ACTIVITY: From the material beneath, pull every line with the word "border".

--

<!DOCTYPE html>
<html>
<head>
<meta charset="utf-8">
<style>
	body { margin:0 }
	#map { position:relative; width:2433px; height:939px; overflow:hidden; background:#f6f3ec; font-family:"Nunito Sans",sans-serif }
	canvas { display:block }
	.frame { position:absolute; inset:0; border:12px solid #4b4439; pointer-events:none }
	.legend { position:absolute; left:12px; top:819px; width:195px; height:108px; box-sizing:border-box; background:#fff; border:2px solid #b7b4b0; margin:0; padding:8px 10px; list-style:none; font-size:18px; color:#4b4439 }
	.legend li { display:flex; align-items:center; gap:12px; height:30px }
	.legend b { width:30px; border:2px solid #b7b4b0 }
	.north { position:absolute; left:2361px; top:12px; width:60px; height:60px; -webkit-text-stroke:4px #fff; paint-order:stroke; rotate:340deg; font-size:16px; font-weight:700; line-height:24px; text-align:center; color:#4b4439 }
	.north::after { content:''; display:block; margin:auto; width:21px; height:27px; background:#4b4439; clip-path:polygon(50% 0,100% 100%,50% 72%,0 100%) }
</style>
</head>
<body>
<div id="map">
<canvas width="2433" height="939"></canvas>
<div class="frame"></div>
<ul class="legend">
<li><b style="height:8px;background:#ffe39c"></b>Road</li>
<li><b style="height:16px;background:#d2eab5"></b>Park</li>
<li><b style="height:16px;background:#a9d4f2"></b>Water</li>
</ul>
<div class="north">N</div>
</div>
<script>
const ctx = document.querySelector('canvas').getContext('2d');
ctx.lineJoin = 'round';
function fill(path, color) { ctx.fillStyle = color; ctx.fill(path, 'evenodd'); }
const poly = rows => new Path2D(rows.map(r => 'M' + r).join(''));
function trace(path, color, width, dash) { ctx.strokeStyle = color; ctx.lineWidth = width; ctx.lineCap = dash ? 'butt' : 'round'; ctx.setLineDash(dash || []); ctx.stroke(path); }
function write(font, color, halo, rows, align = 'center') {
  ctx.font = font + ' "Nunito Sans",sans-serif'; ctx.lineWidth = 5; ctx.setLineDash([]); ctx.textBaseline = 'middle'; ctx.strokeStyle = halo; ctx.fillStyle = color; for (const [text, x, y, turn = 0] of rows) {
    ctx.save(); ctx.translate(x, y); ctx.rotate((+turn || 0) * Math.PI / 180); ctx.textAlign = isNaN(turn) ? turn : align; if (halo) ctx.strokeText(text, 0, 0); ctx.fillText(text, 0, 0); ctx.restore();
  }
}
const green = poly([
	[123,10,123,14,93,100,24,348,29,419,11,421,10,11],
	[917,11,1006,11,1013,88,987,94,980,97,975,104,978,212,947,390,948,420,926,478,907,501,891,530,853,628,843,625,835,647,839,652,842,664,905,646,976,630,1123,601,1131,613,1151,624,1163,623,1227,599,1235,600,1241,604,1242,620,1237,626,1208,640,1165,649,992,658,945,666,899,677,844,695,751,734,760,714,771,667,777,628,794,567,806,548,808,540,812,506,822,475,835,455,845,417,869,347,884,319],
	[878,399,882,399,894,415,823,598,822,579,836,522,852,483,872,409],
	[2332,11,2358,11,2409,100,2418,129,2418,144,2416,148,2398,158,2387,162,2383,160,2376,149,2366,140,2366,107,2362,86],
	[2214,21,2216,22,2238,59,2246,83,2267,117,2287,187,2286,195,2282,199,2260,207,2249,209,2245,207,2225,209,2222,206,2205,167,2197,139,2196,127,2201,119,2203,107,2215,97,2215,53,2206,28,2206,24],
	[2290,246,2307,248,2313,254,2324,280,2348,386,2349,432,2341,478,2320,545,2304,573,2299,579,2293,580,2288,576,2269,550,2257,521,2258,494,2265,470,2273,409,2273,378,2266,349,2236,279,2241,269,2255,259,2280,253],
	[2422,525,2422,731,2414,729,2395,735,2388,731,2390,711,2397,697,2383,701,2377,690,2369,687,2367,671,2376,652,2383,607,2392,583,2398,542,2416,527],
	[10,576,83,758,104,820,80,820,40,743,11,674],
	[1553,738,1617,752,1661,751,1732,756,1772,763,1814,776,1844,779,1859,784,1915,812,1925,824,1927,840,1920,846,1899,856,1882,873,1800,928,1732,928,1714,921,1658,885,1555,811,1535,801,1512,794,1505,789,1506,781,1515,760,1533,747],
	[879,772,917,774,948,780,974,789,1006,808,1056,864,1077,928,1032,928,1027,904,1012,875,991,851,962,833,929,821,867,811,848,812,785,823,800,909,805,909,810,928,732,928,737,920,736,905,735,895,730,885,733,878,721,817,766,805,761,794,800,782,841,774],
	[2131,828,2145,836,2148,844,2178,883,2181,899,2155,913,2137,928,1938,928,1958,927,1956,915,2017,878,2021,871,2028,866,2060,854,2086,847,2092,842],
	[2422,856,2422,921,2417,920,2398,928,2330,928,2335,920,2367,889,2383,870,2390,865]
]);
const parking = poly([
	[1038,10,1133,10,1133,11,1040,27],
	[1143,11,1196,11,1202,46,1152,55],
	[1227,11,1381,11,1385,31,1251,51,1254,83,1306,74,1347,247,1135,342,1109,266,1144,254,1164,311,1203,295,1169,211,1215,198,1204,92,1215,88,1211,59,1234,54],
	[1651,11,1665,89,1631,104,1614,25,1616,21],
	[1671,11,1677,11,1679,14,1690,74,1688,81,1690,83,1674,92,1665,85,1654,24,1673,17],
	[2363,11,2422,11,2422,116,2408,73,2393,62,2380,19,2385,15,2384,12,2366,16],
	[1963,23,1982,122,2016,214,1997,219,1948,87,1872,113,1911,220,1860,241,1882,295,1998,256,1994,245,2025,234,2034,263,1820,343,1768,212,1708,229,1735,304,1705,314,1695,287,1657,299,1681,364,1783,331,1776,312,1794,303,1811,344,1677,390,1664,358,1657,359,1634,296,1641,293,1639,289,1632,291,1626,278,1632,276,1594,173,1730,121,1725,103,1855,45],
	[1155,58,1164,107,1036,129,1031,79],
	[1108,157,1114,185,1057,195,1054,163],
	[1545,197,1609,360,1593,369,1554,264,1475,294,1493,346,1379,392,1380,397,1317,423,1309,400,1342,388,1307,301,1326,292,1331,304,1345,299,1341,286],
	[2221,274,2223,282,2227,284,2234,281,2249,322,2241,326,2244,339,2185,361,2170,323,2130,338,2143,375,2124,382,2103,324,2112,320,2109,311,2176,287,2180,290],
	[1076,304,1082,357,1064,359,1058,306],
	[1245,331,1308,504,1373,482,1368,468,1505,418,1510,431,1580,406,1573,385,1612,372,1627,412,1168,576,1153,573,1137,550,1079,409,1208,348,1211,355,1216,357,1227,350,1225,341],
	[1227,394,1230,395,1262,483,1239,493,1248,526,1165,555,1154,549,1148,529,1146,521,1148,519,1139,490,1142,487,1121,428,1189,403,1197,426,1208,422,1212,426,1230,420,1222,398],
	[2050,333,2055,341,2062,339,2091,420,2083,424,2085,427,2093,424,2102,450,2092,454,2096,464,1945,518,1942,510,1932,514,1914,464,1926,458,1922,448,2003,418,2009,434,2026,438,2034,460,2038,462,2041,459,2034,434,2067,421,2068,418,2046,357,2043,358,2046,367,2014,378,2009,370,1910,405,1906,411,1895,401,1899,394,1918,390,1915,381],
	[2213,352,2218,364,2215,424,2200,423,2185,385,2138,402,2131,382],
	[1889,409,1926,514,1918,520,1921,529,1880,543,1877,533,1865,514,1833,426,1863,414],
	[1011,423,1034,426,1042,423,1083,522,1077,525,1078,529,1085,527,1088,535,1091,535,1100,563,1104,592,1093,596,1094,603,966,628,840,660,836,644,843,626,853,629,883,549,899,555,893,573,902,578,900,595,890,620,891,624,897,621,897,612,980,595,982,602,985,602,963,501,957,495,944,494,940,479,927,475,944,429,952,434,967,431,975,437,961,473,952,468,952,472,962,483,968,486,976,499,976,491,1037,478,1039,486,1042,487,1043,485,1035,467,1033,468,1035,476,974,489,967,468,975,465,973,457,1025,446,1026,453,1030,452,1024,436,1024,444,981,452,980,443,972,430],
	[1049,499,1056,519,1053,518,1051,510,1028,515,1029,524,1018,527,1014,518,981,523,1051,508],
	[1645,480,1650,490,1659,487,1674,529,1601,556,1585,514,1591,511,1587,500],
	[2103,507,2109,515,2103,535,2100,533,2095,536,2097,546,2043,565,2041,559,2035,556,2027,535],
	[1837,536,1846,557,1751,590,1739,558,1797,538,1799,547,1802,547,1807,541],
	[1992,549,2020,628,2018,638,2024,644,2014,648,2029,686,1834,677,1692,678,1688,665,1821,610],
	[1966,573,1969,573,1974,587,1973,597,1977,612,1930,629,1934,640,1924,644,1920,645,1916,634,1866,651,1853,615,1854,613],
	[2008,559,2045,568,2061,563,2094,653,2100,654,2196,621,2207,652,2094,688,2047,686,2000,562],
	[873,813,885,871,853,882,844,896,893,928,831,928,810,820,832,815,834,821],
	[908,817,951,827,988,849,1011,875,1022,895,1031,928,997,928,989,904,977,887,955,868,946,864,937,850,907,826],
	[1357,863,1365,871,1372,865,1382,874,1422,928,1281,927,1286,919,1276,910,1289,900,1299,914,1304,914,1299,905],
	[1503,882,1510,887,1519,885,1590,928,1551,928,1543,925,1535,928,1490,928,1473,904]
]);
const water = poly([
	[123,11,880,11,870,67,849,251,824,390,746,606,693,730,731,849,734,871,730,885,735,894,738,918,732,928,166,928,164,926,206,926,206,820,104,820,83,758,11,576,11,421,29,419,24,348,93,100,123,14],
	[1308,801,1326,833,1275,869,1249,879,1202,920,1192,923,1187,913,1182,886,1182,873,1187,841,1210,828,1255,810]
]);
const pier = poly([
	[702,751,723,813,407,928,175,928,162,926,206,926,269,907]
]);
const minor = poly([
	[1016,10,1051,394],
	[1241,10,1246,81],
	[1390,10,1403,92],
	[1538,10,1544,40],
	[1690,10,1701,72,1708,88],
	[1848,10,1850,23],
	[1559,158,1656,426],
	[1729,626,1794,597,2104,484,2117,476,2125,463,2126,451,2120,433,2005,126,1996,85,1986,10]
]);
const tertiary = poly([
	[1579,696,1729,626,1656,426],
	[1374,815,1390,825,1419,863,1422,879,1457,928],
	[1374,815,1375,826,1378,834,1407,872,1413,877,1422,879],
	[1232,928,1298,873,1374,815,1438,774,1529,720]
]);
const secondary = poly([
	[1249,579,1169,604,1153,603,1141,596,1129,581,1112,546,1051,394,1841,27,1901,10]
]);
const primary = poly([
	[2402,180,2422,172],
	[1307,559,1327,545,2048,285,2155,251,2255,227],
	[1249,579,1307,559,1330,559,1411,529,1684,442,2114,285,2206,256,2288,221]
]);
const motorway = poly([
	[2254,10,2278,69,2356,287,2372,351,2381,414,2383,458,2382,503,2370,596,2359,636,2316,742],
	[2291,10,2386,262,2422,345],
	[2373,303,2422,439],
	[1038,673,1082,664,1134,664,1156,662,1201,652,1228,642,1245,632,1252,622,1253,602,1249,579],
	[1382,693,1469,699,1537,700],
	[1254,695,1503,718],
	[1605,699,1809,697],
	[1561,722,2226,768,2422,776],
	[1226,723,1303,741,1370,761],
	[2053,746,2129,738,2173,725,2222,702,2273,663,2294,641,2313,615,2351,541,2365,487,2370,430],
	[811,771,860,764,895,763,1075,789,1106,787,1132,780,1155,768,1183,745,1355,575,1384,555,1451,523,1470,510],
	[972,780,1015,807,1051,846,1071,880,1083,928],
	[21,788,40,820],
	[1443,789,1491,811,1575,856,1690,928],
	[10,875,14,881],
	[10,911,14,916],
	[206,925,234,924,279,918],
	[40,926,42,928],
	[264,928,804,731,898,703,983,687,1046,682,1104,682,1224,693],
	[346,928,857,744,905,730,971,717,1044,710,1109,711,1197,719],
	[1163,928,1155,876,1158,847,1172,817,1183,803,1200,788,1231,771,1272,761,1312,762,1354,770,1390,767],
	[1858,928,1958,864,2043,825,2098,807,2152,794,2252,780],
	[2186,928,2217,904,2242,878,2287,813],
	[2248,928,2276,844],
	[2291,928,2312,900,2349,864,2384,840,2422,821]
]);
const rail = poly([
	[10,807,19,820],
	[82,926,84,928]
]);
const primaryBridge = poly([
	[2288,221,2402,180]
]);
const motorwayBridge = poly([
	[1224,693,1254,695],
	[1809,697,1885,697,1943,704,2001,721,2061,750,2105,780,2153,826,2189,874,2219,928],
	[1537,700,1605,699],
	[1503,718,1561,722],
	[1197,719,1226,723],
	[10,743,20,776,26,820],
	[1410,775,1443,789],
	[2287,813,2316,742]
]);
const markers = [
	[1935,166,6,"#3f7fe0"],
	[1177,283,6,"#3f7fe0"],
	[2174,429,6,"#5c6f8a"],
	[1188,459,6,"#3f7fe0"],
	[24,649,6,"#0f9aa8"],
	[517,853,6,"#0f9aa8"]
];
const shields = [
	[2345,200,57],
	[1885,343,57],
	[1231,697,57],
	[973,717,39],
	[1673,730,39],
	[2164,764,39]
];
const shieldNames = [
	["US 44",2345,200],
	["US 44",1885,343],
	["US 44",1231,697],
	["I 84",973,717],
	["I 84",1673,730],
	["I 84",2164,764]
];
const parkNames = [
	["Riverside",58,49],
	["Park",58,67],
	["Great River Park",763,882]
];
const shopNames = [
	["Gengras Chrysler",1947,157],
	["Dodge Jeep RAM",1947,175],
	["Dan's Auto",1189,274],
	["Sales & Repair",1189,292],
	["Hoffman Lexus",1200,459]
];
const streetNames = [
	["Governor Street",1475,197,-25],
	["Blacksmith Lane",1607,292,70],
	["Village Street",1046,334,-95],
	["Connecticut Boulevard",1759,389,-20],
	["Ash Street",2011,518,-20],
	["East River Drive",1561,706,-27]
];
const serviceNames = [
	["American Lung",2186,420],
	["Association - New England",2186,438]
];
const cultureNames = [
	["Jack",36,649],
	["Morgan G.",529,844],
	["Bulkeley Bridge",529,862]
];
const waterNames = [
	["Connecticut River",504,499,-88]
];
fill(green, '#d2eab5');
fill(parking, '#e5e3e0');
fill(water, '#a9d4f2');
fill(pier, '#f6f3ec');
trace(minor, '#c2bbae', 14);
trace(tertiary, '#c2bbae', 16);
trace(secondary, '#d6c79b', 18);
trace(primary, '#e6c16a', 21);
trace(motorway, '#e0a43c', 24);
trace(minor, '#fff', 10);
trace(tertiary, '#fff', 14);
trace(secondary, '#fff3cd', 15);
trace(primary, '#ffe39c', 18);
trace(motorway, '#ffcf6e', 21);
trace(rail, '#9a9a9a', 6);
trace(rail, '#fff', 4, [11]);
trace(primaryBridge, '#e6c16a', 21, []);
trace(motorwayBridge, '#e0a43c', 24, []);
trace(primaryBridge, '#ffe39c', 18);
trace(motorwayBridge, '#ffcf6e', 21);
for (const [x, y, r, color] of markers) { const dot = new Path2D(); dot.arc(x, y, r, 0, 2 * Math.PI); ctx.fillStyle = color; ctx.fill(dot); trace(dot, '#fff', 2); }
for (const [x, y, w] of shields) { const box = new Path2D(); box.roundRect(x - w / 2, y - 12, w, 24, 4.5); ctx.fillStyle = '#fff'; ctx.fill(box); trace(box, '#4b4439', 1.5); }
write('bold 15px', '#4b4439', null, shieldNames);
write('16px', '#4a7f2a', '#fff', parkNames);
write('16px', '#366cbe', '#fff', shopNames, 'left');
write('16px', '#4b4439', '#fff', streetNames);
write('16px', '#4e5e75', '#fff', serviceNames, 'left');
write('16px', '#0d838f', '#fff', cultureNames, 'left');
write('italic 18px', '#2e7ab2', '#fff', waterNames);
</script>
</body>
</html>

--

EXERCISE RESPONSE:
	.frame { position:absolute; inset:0; border:12px solid #4b4439; pointer-events:none }
	.legend { position:absolute; left:12px; top:819px; width:195px; height:108px; box-sizing:border-box; background:#fff; border:2px solid #b7b4b0; margin:0; padding:8px 10px; list-style:none; font-size:18px; color:#4b4439 }
	.legend b { width:30px; border:2px solid #b7b4b0 }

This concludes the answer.